As British Prime Minister Harold Macmillan once said it, there’s a “wind of change” blowing through the African continent. “Whether we like it or not,” he said, “this growth of national consciousness is a political fact.”

That was the ‘60s, as countries across the continent were lowering the British flag and raising their national one.

“I can still remember watching that flag,” recalled Francesca Emmanuel, a former federal permanent secretary in the new Netflix documentary Journey of a New Colony. “It was the British flag I was watching coming down, coming down, and the Nigerian flag, going up, going up.”

“It was beautiful,” she sighed. “At last, our great day has arrived… That feeling, it’s something you can’t describe.”

But 40 years later, the promises of independence are being challenged by postcolonial leaders unwilling to abide by their constitution when it’s time to step down.
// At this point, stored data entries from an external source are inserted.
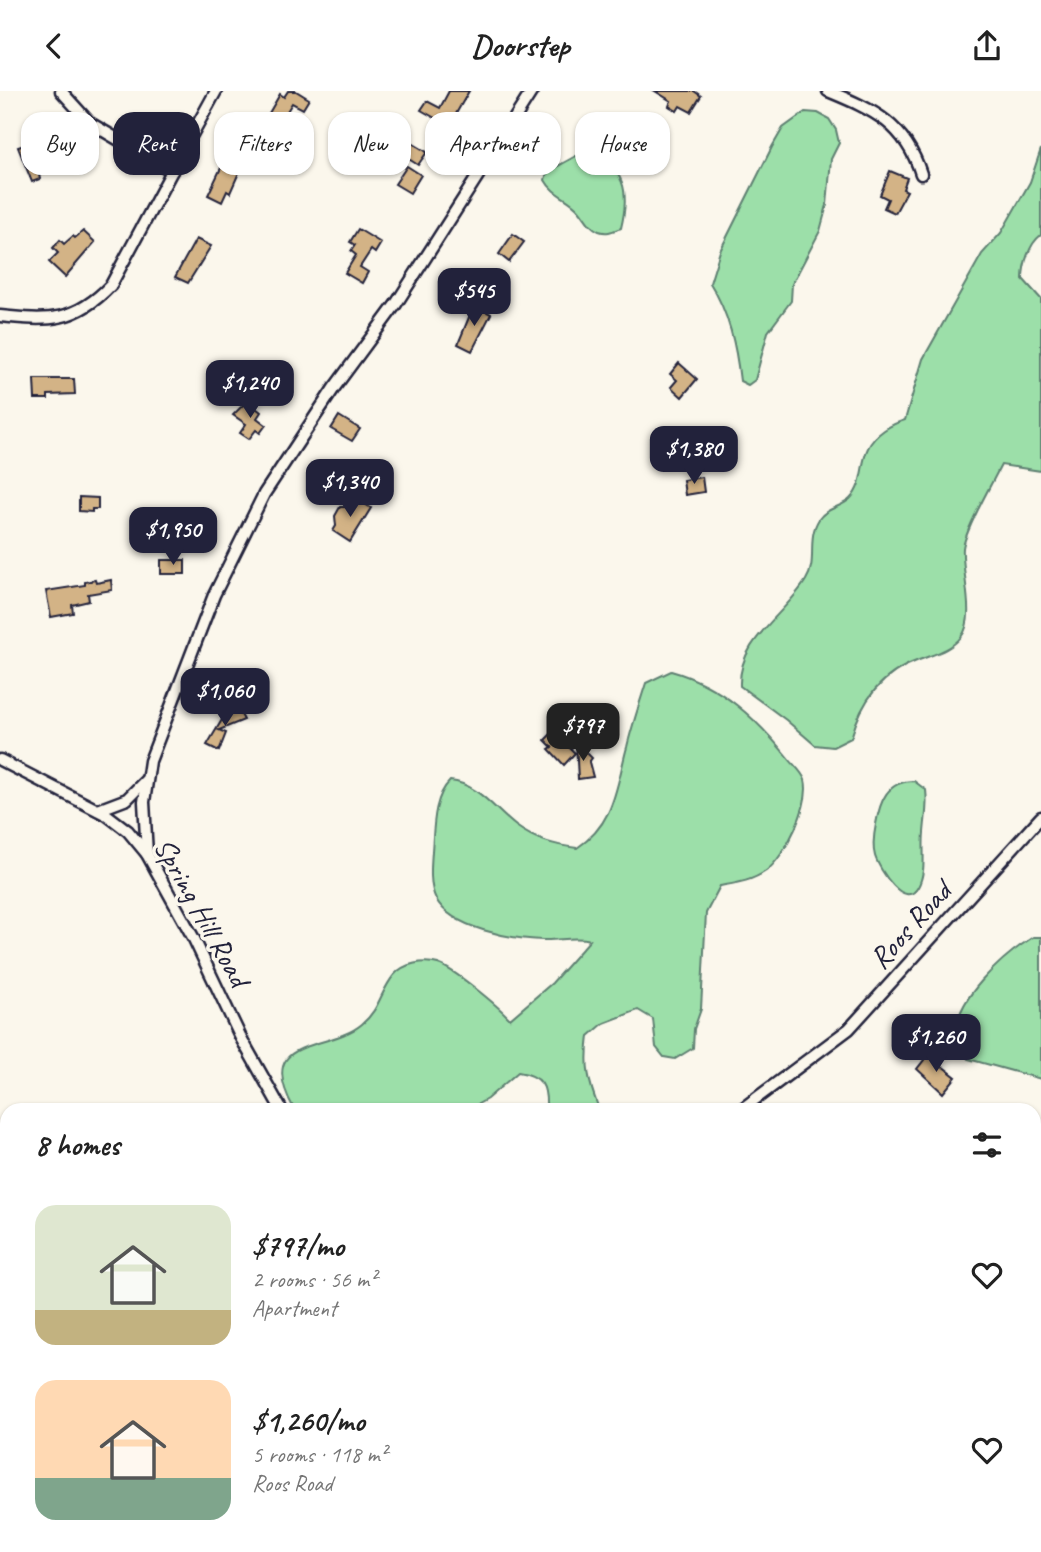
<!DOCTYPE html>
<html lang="en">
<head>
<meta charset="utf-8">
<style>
	:root { --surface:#fff; --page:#f2f2f2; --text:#222; --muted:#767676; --accent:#22223b }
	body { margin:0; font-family:Caveat,sans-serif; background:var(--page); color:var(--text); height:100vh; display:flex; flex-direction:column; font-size:26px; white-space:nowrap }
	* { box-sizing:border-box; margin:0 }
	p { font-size:23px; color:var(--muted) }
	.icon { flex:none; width:38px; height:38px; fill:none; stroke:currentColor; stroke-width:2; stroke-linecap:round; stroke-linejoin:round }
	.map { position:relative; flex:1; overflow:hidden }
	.side { position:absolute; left:0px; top:1012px; width:1041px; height:450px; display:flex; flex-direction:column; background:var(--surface); border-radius:21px 21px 0 0; box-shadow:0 2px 5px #0004 }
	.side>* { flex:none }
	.guide { position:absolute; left:21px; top:21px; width:999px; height:63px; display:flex; gap:14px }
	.price { position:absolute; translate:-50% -60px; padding:0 16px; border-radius:14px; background:var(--accent); color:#fff; font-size:23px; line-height:46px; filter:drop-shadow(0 2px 4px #0008) }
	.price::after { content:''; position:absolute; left:50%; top:42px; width:21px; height:16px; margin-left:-10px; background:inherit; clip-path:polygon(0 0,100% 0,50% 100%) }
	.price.selected { background:#222; color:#fff }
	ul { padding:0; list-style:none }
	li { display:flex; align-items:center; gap:21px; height:175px; padding:0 35px }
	li span { display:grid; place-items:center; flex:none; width:196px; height:140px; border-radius:21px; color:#555 }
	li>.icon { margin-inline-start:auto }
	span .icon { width:84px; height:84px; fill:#fffc; stroke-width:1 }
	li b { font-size:30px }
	h2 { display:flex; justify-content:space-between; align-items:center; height:84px; padding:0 35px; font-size:30px }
	.tag { padding:0 24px; border-radius:21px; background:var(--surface); box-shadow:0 2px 5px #0004; font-size:24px; line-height:63px }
	.tag.selected { background:var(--accent); color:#fff }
	header { display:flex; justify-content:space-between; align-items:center; height:91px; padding:0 35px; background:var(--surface); font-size:32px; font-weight:800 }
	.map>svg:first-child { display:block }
	.green { fill:#9cdfa9; stroke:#5f8072; stroke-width:2 }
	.building { fill:#d3b386; stroke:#22223b; stroke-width:2 }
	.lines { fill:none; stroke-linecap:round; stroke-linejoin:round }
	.minor-casing { stroke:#22223b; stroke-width:15 }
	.minor { stroke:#fbf7ec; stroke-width:10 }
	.labels { text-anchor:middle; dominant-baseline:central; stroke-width:7; stroke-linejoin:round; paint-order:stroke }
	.street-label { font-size:30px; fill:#22223b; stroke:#fbf7ec }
</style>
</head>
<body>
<header><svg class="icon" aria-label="back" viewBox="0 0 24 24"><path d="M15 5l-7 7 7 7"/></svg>Doorstep<svg class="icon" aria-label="share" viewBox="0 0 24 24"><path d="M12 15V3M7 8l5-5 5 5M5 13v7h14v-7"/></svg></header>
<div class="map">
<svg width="1041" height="1461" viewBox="0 0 1041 1461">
	<rect width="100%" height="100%" fill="#fbf7ec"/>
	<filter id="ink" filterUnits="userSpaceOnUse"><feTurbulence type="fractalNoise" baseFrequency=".0143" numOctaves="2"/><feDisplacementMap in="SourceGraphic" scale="14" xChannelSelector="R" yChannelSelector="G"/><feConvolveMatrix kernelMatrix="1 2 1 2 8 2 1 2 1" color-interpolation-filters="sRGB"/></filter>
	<g filter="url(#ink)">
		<g class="green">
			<path d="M805,21L818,22L829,28L836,39L839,52L831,68L827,114L820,140L792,193L791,210L768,241L755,289L748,294L740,290C736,255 729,222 710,192L720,160L772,56L783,37Z"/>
			<path d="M1041,58V144C1029,153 1023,174 1023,188L1041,208V380L1001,374C992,392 965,439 963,457C961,481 977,527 961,546C951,559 934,563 919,569C881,583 862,609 851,647L833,656L815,654L786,629L740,595C738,549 784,525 806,489C818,470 806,448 819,428C826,417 842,416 850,408C864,394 860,373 868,357C875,343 891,333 905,329L923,268L982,163L1001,142L1030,91Z"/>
			<path d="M588,62C625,76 630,100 621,137C613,140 607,143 599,140C588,135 586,127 579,119C569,107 553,104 545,89L547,81L576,65Z"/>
			<path d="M671,580C721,594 757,628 789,668C794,674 803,682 805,689C811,713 785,766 766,780C752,790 737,792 720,795L706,822L701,918L694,938L693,957L675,968L664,966L656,956L653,928L638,919L604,932L589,945C585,975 588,990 599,1018H546C547,995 543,985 518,981L487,1008L469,1018H294C253,943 328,962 362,933C380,918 380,901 394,884C404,872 424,869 438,873C454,878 498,915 510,928L552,892L590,849C575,845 558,850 542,849C511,848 451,837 436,808C429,795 431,774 432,760C434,736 433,707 450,690C477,692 496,720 516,735C535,749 554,754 577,757C615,732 616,696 627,656C632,635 639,614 646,592Z"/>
			<path d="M914,690L926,699C928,714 925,727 924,742C922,759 927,780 918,796C905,820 879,778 875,765C872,755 874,743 876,733C880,710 887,690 914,690Z"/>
			<path d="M1033,846H1041V988L968,968C964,962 959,956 957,949C949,911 1005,864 1033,846Z"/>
			<polygon points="1041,1112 1041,1461 939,1461 933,1454 1034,1454 1034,1116"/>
			<polygon points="0,1346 7,1349 7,1454 275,1454 280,1461 0,1461"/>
			<polygon points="381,1454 454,1454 454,1461 380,1461"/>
			<polygon points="572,1454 769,1454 768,1461 575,1461"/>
		</g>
		<g class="building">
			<polygon points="288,0 296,0 309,8 303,18 292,12 277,37 265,29 280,3 284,6"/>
			<polygon points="449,0 469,0 449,35 421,19 427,10 440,17"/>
			<polygon points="655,0 694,0 701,5 691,21 680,15 677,20 669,15 671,10"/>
			<polygon points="412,52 427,61 418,74 404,65"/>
			<polygon points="27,53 32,66 38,64 45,82 39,84 40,88 32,91 18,56"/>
			<polygon points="229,60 245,68 230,102 227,100 222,111 208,104"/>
			<polygon points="407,75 421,84 410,102 395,93"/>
			<polygon points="890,80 907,87 903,98 907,100 895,122 884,117 888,108 880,104"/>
			<polygon points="358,138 381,152 375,162 371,159 360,176 368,181 362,192 345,182 356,164 351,160 355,154 350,151"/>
			<polygon points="83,140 95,151 65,186 49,171 58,162 53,157 60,149 64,153 73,145 75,147"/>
			<polygon points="513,143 524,151 509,171 499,163"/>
			<polygon points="196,148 211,155 188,192 175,186"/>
			<polygon points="474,214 491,223 472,260 458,253"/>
			<polygon points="679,272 697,288 682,306 671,296 677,289 670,283"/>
			<polygon points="34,288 74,288 75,303 48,304 48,308 35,308"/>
			<polygon points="247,310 261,321 257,327 266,334 260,342 256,339 249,348 240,342 246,333 233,324"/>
			<polygon points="339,325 360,338 352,350 331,338"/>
			<polygon points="702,386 704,401 685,404 683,389"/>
			<polygon points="79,406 98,407 98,418 92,418 92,421 79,420"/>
			<polygon points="357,408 371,417 350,451 333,440 336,435 335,425 340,416 345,416 348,410 354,414"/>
			<rect x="161" y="469" width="24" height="14"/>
			<polygon points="95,489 96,492 111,489 112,499 88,503 89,510 72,514 73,522 51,526 46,500 85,494 85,491"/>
			<polygon points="237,616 244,629 219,639 226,642 219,660 207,654 226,622"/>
			<polygon points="553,641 575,662 564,674 549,658 552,656 545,649"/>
			<polygon points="576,651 592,667 589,671 593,686 578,688"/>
			<polygon points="928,964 956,986 943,1002 917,978"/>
		</g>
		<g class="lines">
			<defs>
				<g id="minor">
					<polyline points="61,0 90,32 172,80 216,0"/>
					<path d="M828,0C874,19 905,33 921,83"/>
					<path d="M0,225C48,230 75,232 111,194L172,80"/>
					<polyline points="0,669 107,724 128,740 147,763 194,848 241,947 281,1018"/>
					<polyline points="98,719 127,708 146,689"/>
					<polyline points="147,763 144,711 150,670 214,504 264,403 334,297 396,213 532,0"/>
					<polyline points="742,1018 849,938 1041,726"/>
					<polyline points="0,1239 7,1237"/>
					<polyline points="473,1454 475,1461"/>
				</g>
			</defs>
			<use href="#minor" class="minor-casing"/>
			<use href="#minor" class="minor"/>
		</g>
	</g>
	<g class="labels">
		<g class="street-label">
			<text transform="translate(202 821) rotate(61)">Spring Hill Road</text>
			<text transform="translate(910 834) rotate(-48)">Roos Road</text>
		</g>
	</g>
</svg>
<b class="price" style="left:474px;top:237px">$545</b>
<b class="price" style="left:250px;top:329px">$1,240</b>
<b class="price" style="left:694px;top:395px">$1,380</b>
<b class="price" style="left:350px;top:428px">$1,340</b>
<b class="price" style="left:173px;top:476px">$1,950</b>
<b class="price" style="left:225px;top:637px">$1,060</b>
<b class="price selected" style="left:583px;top:672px">$797</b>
<b class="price" style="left:936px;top:983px">$1,260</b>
<div class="guide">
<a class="tag">Buy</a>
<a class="tag selected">Rent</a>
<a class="tag">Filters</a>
<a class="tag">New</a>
<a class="tag">Apartment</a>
<a class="tag">House</a>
</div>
<section class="side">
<h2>8 homes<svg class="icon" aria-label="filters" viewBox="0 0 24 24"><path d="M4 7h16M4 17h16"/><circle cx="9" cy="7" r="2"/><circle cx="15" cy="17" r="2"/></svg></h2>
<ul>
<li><span style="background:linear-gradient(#dfe7d0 75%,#c2b280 0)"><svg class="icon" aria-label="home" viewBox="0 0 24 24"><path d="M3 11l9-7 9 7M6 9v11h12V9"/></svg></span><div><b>$797/mo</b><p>2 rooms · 56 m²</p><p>Apartment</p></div><svg class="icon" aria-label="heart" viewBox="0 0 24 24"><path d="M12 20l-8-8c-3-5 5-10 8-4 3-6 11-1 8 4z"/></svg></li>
<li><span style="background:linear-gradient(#ffd9b3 70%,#7fa58c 0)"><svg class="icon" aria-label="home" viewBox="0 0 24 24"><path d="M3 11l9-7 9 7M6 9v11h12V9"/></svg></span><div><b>$1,260/mo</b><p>5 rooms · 118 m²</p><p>Roos Road</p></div><svg class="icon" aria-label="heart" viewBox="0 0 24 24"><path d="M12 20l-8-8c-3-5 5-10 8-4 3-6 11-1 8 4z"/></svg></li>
</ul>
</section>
</div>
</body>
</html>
Rising impatience by young people to again “raise that flag” has sparked riots in the streets of Ivory Coast, Guinea, Cameroon and over a dozen other countries.

In Guinea, incumbent Alpha Condé, age 82, ordered a crackdown on protests to his bid for a controversial third term. It resulted in the deaths of at least 50 in less than a year with “defense and security forces responsible for unlawful killings,” says Amnesty International. Voting took place this past Sunday.

Similarly in the Ivory Coast, protesters in the thousands filled the streets of the capital, Abidjan, when President Alassane Ouattara, in an about face, announced he would seek a third term in office. Five months ago, the 78 year old Ouattara had pledged to “transfer power to a new generation”. Voting is scheduled for Oct. 28.

“We need to adhere to the constitutional provisions of our countries, particularly on term limits,” Nigerian President Muhammadu Buhari told his counterparts at a meeting last month. “This is one area that generates crisis and political tension in our subregion.”

“The reluctance to giving up power is a growing trend across the continent,” writes Congolese freelancer Vava Tampa, “causing joblessness, conflict, corruption, economic decline, and human rights abuses. Even Paul Kagame, the West’s standard-bearer for ‘good African leadership’, changed the constitution to cling to power. In fact, according to the Economist’s 2019 Democracy Index, more than half of Africa’s 55 countries are ruled by a ‘life president’ or – in the words of the report’s authors – ‘authoritarian regimes’.”

Other contested elections in the coming months include Tanzania, Burkina Faso, Ghana, Niger, Uganda and Central African Republic. Will a growing people’s movement again be a ‘wind of change’?